The Kar98K is a bolt action rifle and was fed by a 5-round internal, non-detachable box magazine. Short for Karabiner 98 Kurz (Carbine 98, Short), the K98 was a shorter and more modern version of Germany’s standard rifle of the previous war, the Gewehr 98. It used the same type of action and chambered in the same 7.92x57mm (8mm Mauser), but was obviously shorter, lighter, and featured a turned-down bolt handle and simplified sights.
In 1935, the K98 was adopted by the German Army as their standard issue rifle. It remained the standard rifle throughout the war for all branches of the German military, and over 14 million were produced between 1935 and 1945. Though commonly referred to as the “Mauser,” Mauser was joined by many other manufacturers to produce these rifles during the war. The design also went through various small changes throughout the war, such as replacing milled parts with stamped metal parts, changing the larger cupped buttplate to flat, and various other simplifications to speed up wartime production.
While outmatched by the American M1 Garand in terms of rate of fire, the K98 still proved to be a formidable rifle throughout WWII. Even with the introduction of he G43 semi auto rifle, the K98 was never replaced as the standard.
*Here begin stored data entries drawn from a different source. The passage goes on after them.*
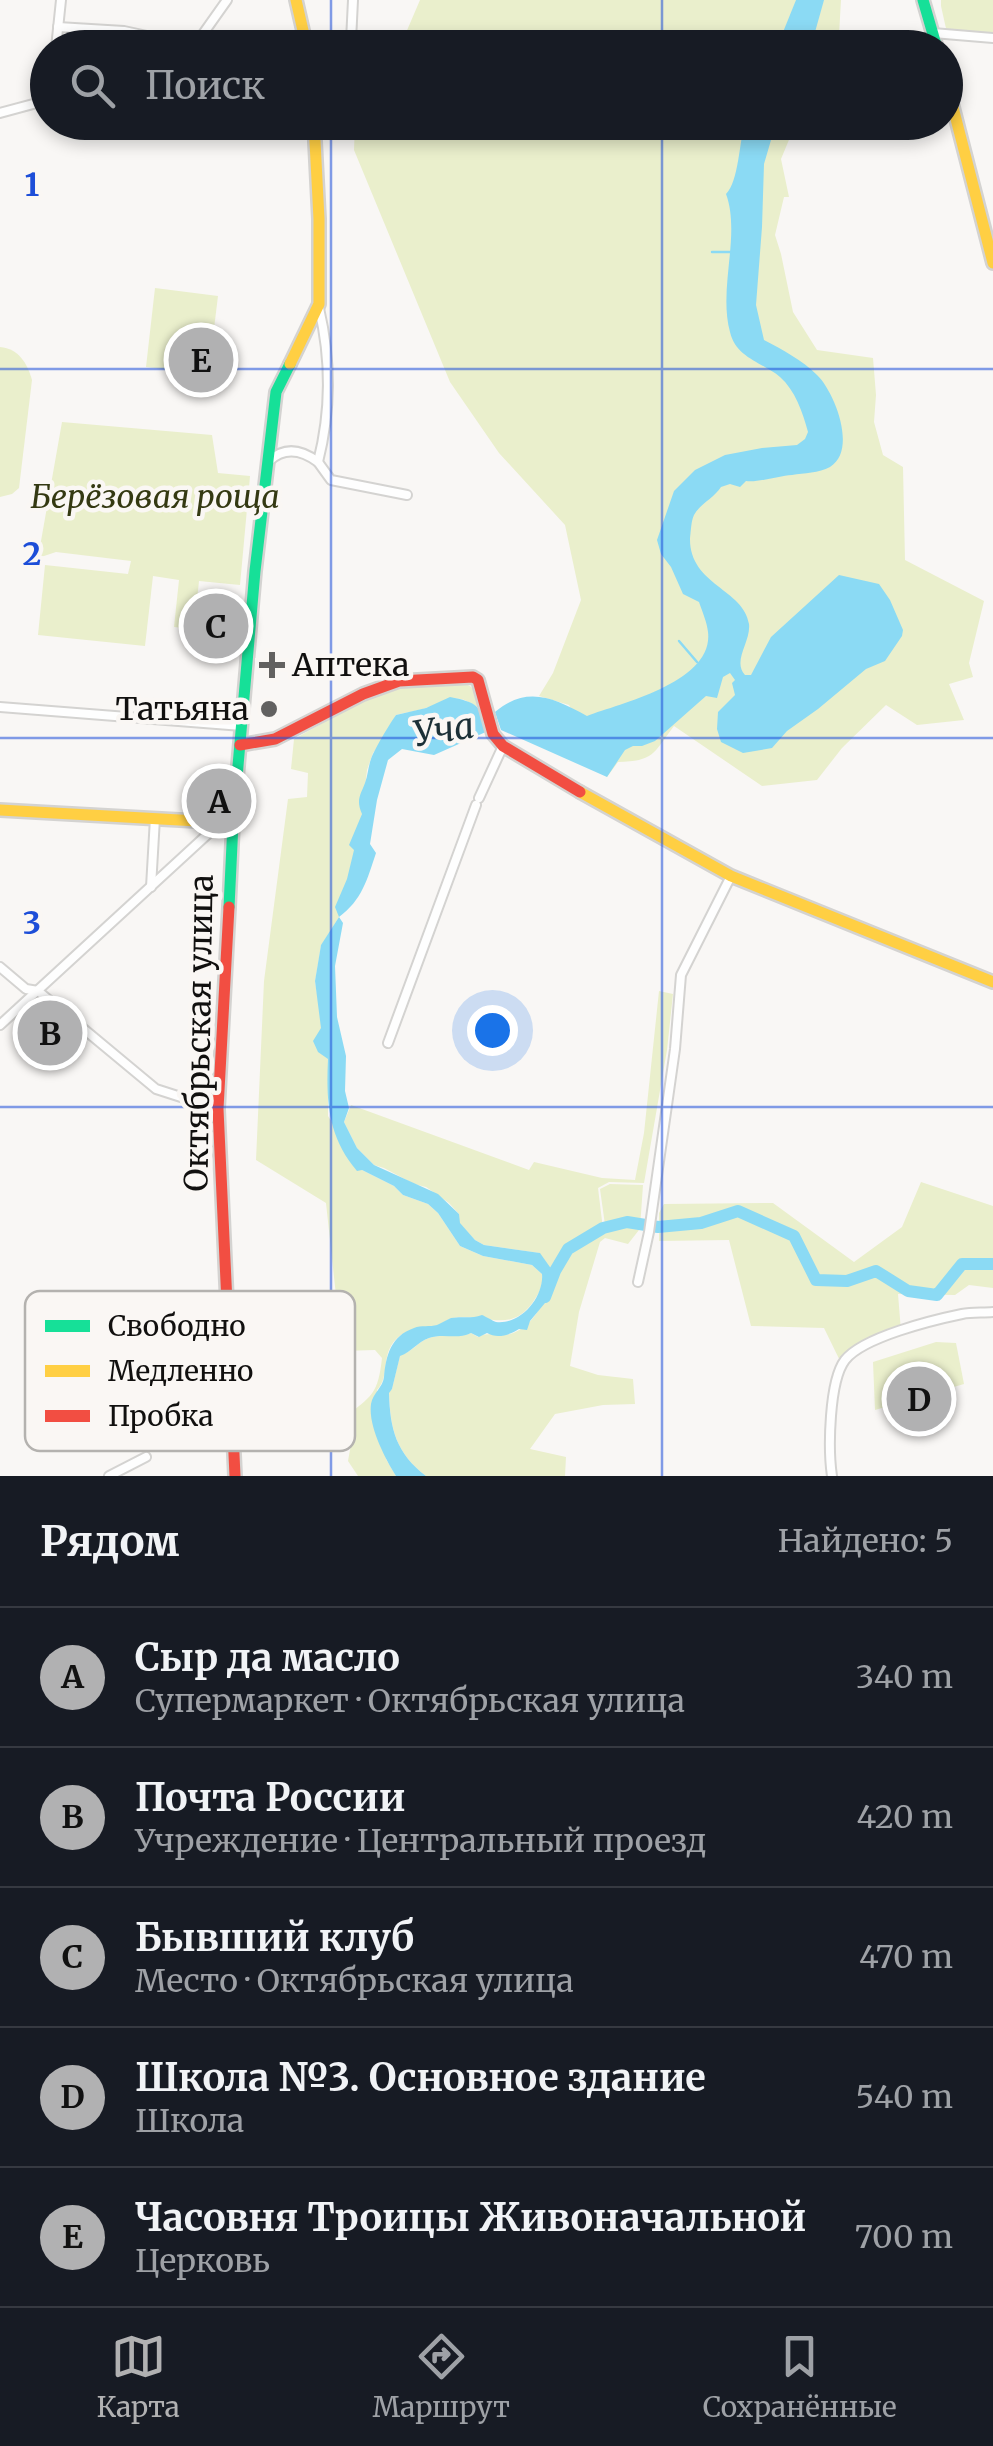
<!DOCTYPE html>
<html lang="ru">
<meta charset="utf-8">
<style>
body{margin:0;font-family:Merriweather,serif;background:#242831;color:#f1f3f6}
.you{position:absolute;left:492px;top:1030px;width:35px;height:35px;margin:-25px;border:8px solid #fff;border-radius:50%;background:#1a73e8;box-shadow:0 0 0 15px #1a73e833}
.badge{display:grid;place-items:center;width:65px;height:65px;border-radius:50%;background:#b1b1b2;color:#111;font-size:32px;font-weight:700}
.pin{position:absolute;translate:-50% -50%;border:5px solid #fff;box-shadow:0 2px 10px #0006}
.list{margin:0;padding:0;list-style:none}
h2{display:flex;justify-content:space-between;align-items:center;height:130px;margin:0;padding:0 40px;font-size:42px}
h2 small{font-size:32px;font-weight:400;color:#9ea1a6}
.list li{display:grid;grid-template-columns:65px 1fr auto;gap:30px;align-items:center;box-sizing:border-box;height:140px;padding:0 40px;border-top:2px solid #363941}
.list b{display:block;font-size:38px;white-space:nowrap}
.list p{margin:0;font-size:32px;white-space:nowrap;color:#9ea1a6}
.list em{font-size:32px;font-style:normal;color:#9ea1a6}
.icon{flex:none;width:55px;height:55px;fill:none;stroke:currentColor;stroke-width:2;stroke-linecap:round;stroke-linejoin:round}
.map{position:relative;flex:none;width:993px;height:1476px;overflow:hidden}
.search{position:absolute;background:#171b24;box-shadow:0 5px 15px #0003;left:30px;right:30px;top:30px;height:110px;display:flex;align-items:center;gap:25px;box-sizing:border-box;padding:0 35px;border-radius:55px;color:#9ea1a6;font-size:38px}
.sheet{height:830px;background:#171b24}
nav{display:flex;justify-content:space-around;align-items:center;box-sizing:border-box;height:140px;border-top:2px solid #363941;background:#171b24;font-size:28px;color:#9ea1a6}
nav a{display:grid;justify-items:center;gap:5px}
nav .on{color:#b1b1b2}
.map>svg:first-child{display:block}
.green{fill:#eaefcc}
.water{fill:#8bdaf4}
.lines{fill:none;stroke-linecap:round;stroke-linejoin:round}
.stream{stroke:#8bdaf4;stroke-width:2.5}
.river{stroke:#8bdaf4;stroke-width:12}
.street-casing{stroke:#d4d3d1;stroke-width:12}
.fast-casing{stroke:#d4d3d1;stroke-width:16}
.slow-casing{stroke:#d4d3d1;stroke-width:16}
.jam-casing{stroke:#d4d3d1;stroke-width:16}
.street{stroke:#fefefe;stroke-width:8}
.fast{stroke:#16e098;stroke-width:11}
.slow{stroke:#ffcf43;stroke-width:11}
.jam{stroke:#f24e42;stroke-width:11}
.grid{fill:none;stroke:#1d4ed8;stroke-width:2.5;stroke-opacity:0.55}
.poi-dot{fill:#626160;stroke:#faf7f4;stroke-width:4}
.labels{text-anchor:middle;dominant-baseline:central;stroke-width:9;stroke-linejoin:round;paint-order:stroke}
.park-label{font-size:32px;font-style:italic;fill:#343912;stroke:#faf7f4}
.poi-label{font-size:32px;fill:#11100f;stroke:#faf7f4;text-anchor:start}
.street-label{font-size:32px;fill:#11100f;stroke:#faf7f4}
.water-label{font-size:35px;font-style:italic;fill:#1c3037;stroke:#faf7f4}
.key{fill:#faf7f4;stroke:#b4b2af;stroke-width:2.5}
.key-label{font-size:28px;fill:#11100f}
.grid-label{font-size:32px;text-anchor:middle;font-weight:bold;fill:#1d4ed8;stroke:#faf7f4;stroke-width:9;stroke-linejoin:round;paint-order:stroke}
</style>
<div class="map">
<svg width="993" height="1476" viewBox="0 0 993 1476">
<rect width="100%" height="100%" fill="#f9f7f5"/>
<g class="green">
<polygon points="420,0 841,0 839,35 825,47 362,48 368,37 405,35"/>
<polygon points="941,0 993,0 993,35 947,33 941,6"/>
<path d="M355 123H796L781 159 789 197H784L775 235 781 254 793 312 817 350 873 358 876 395 874 422 883 455 903 467 905 560 984 601 969 663 973 677 949 684 964 720 917 725 886 705 842 748 817 780 762 786 674 726C653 754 654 761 618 762L607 777 569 705 539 696 553 673 581 600 565 525 499 453 450 382 354 150Z"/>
<polygon points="155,288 218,296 211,353 199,352 197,364 211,367 210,375 146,367"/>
<path d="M0 347C19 349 27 363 32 380L19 488 12 494 0 497Z"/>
<polygon points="62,422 212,435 218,473 250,476 249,488 247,489 247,509 240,585 199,581 194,629 174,627 179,580 153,576 145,646 38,635 45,565 128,574 131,561 56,552 38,558"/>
<path d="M460 681C477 688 478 694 483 711 457 693 456 697 429 707 418 711 407 712 396 715L382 741 373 753 367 770 362 814 353 861 339 917 321 946 315 982 328 1059V1116L362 1170 394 1186 403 1195 428 1204 438 1213 460 1246 483 1256 532 1265 542 1274C543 1287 540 1291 533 1302 510 1335 484 1312 453 1318 445 1320 446 1322 438 1325 425 1329 414 1326 401 1335 378 1352 392 1374 377 1390L386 1459 396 1476H358L348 1461 352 1439 345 1417C372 1396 378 1394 382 1358L375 1350 342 1351 326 1203 256 1160 264 981 288 799 307 797 308 773 291 769 294 739 386 688Z"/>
<path d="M659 991 673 994 667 1050 644 1183 609 1182 598 1188 603 1229 628 1226 639 1230 628 1244 605 1238 600 1242 579 1312 570 1366 598 1375 633 1379 635 1404 603 1405 555 1414 530 1449 566 1457 565 1476H426C396 1453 390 1429 389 1392L392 1389 400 1355C413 1352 417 1342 429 1338 444 1333 457 1339 471 1333L478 1337C489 1331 498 1336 510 1334 535 1328 553 1291 548 1267 548 1265 541 1255 539 1253L484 1245 475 1240 459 1223V1214L449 1203 426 1187 414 1184 384 1168 374 1165 357 1148 344 1122 351 1105 529 1170 534 1162 602 1178 635 1180 644 1133Z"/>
<polygon points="921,1182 993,1206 993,1288 969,1285 955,1295 898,1294 901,1331 860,1348 844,1369 824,1328 751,1326 729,1240 659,1241 659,1213 664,1204 773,1203 854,1262 902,1227"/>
<polygon points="610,1184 643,1185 640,1228 628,1224 627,1220 605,1225 600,1189"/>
<polygon points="936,1342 956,1343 964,1384 875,1410 873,1362"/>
</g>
<g class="water">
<polygon points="796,0 824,0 815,32 807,47 777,47"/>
<path d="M745 123H776L764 164 762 227 756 305 764 340C783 350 802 360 817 375 834 391 858 450 830 467 819 473 804 473 792 475 778 476 757 483 746 481L740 487 730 484 721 487C714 498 700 504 694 515 691 521 691 531 690 538 689 585 744 589 749 624 751 642 732 661 745 675H751L771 637 839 575 879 584 890 600 903 630 902 636 885 661 866 669 818 709 787 731 772 748 743 753 721 742 717 729 718 712 735 695 732 683 735 680 730 673 723 677 717 698 706 696 655 741 642 746H633L625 750 607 777 501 730 495 712C527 685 554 698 587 716 622 703 714 682 708 632 707 622 702 611 699 602L683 594 671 567 661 554 657 540 674 491 695 470 725 455 762 448 797 445 805 439 808 432C803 413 795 390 780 377 762 362 736 358 730 332 718 288 741 235 726 194 739 181 739 142 745 123Z"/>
<path d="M450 697C476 702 482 706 488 731L434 755 402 749 388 760 377 800 370 844 376 853C367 880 362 900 339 917L343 923 335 966 337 1017 346 1056 345 1091 349 1108 344 1122 357 1148 374 1165 438 1194 459 1214 460 1223 475 1240 484 1245 540 1253 552 1270 545 1303 530 1321 527 1330 519 1329C510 1335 497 1339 487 1333L479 1337 471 1333C457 1340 444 1333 429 1338 417 1342 412 1352 400 1356L392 1389 389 1393C390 1429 396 1453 426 1476H396C385 1458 368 1426 371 1404 373 1393 383 1387 384 1377 386 1355 391 1336 414 1328 421 1325 430 1327 437 1325 442 1323 446 1320 451 1318 462 1316 471 1319 482 1315 485 1316 493 1321 496 1322 522 1325 544 1296 542 1274L532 1265 483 1256 460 1246 438 1213 428 1204 403 1195 394 1186 362 1170 357 1171C328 1137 326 1102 328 1059L318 1052 313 1041 321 1028 315 981 321 945 339 917 335 907 347 879 354 850 349 845 362 814C356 800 360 796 365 783 368 775 368 767 371 759 375 748 389 725 396 715L426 708Z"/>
</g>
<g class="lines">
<g class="stream">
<polyline points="712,252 731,252"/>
<polyline points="679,641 697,662"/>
</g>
<polyline class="river" points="545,1297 555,1271 568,1249 603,1228 627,1222 658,1227 701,1223 738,1211 794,1236 816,1280 847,1281 876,1271 908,1291 937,1295 962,1264 993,1264"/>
<defs>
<g id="street">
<polyline points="58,27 124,31 193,46"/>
<polyline points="933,33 993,38"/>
<polyline points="351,41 353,0"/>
<polyline points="56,48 61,0"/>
<polyline points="193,48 227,0"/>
<polyline points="0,113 48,100"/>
<path d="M319 308C331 359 331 411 318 462L331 480 407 495"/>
<path d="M269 461C285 446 302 450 318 462"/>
<polyline points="0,707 242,726"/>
<polyline points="479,798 503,746"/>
<polyline points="151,887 155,818"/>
<polyline points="0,967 26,989 38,991 156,1089 218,1109"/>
<polyline points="0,1025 222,821"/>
<polyline points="388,1043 476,805"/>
<polyline points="638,1282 649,1232 675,1049 681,975 731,876"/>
<polyline points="109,1476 146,1457"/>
<path d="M832 1476C828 1449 829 1381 845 1360 863 1337 933 1320 962 1314 972 1312 983 1313 993 1312"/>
</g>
<g id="fast">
<polyline points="923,0 937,48"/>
<polyline points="229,907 233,823 255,571 276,392 290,364"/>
</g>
<g id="slow">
<polyline points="296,0 307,48"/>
<polyline points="946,80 993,263"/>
<polyline points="290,364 319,304 319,219 314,122"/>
<polyline points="580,792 731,876 993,982"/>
<polyline points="0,810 233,823"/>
</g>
<g id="jam">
<polyline points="240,745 275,739 363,694 399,681 473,677 478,680 493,734 503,746 580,792"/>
<polyline points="229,907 218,1109 235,1476"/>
</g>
</defs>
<use href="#street" class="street-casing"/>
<use href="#fast" class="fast-casing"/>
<use href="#slow" class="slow-casing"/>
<use href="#jam" class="jam-casing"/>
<use href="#street" class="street"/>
<use href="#fast" class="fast"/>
<use href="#slow" class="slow"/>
<use href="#jam" class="jam"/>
</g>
<path class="grid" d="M331 0V48M662 0V48M331 122V1476M662 122V1476M0 369H993M0 738H993M0 1107H993"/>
<g class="poi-dot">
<path d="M267 650h10v10h10v10h-10v10h-10v-10h-10v-10h10z"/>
<circle cx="269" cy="709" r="10"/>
</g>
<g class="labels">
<g class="park-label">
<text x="155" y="497">Берёзовая роща</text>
</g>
<g class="poi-label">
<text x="292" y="665">Аптека</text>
<text x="249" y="709" text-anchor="end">Татьяна</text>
</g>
<g class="street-label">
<text transform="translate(199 1033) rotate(-89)">Октябрьская улица</text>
</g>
<g class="water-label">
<text transform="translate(443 730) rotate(-9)">Уча</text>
</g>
</g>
<rect x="25" y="1291" width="330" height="160" rx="15" class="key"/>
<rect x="45" y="1320" width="45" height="12" fill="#16e098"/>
<rect x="45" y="1365" width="45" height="12" fill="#ffcf43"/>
<rect x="45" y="1410" width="45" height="12" fill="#f24e42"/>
<g class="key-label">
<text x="108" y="1336">Свободно</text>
<text x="108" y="1381">Медленно</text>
<text x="108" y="1426">Пробка</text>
</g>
<g class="grid-label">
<text x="32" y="196">1</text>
<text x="32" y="565">2</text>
<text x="32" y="934">3</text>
</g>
</svg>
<div class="you"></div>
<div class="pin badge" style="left:219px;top:801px">A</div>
<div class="pin badge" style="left:50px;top:1033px">B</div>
<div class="pin badge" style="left:216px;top:626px">C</div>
<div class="pin badge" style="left:919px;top:1399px">D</div>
<div class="pin badge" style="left:201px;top:360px">E</div>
<div class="search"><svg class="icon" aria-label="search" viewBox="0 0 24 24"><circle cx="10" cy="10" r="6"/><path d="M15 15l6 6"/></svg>Поиск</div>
</div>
<section class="sheet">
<h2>Рядом<small>Найдено: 5</small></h2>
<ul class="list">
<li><span class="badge">A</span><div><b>Сыр да масло</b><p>Супермаркет · Октябрьская улица</p></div><em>340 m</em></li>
<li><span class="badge">B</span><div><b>Почта России</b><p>Учреждение · Центральный проезд</p></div><em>420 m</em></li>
<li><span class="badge">C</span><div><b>Бывший клуб</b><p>Место · Октябрьская улица</p></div><em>470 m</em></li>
<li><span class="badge">D</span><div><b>Школа №3. Основное здание</b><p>Школа</p></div><em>540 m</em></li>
<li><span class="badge">E</span><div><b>Часовня Троицы Живоначальной</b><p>Церковь</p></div><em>700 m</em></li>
</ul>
</section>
<nav>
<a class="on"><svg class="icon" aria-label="map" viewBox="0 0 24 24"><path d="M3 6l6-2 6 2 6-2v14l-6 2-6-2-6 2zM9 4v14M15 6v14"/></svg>Карта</a>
<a><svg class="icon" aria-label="directions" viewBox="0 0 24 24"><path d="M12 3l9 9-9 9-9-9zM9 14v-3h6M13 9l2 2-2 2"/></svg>Маршрут</a>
<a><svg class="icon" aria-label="saved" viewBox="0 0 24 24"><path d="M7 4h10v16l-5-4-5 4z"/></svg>Сохранённые</a>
</nav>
This was likely because of not only wartime production limitations, but also the German infantry doctrine that – unlike the American squad – relied on the machine gun, not the rifle, as the main source of firepower during an engagement.
The K98k pictured here belongs to Obergefreiter Lindner. It is a bcd code rifle manufactured in 1941 by Gustloff Werke. As with many K98s, it does not feature matching serial numbers due to being captured by the Russians (denoted by a X mark on the receiver) and being rearsenaled without regard to serial numbers. It does, however, have some early features such as the milled front barrel band mixed with later ones such as the flat buttplate.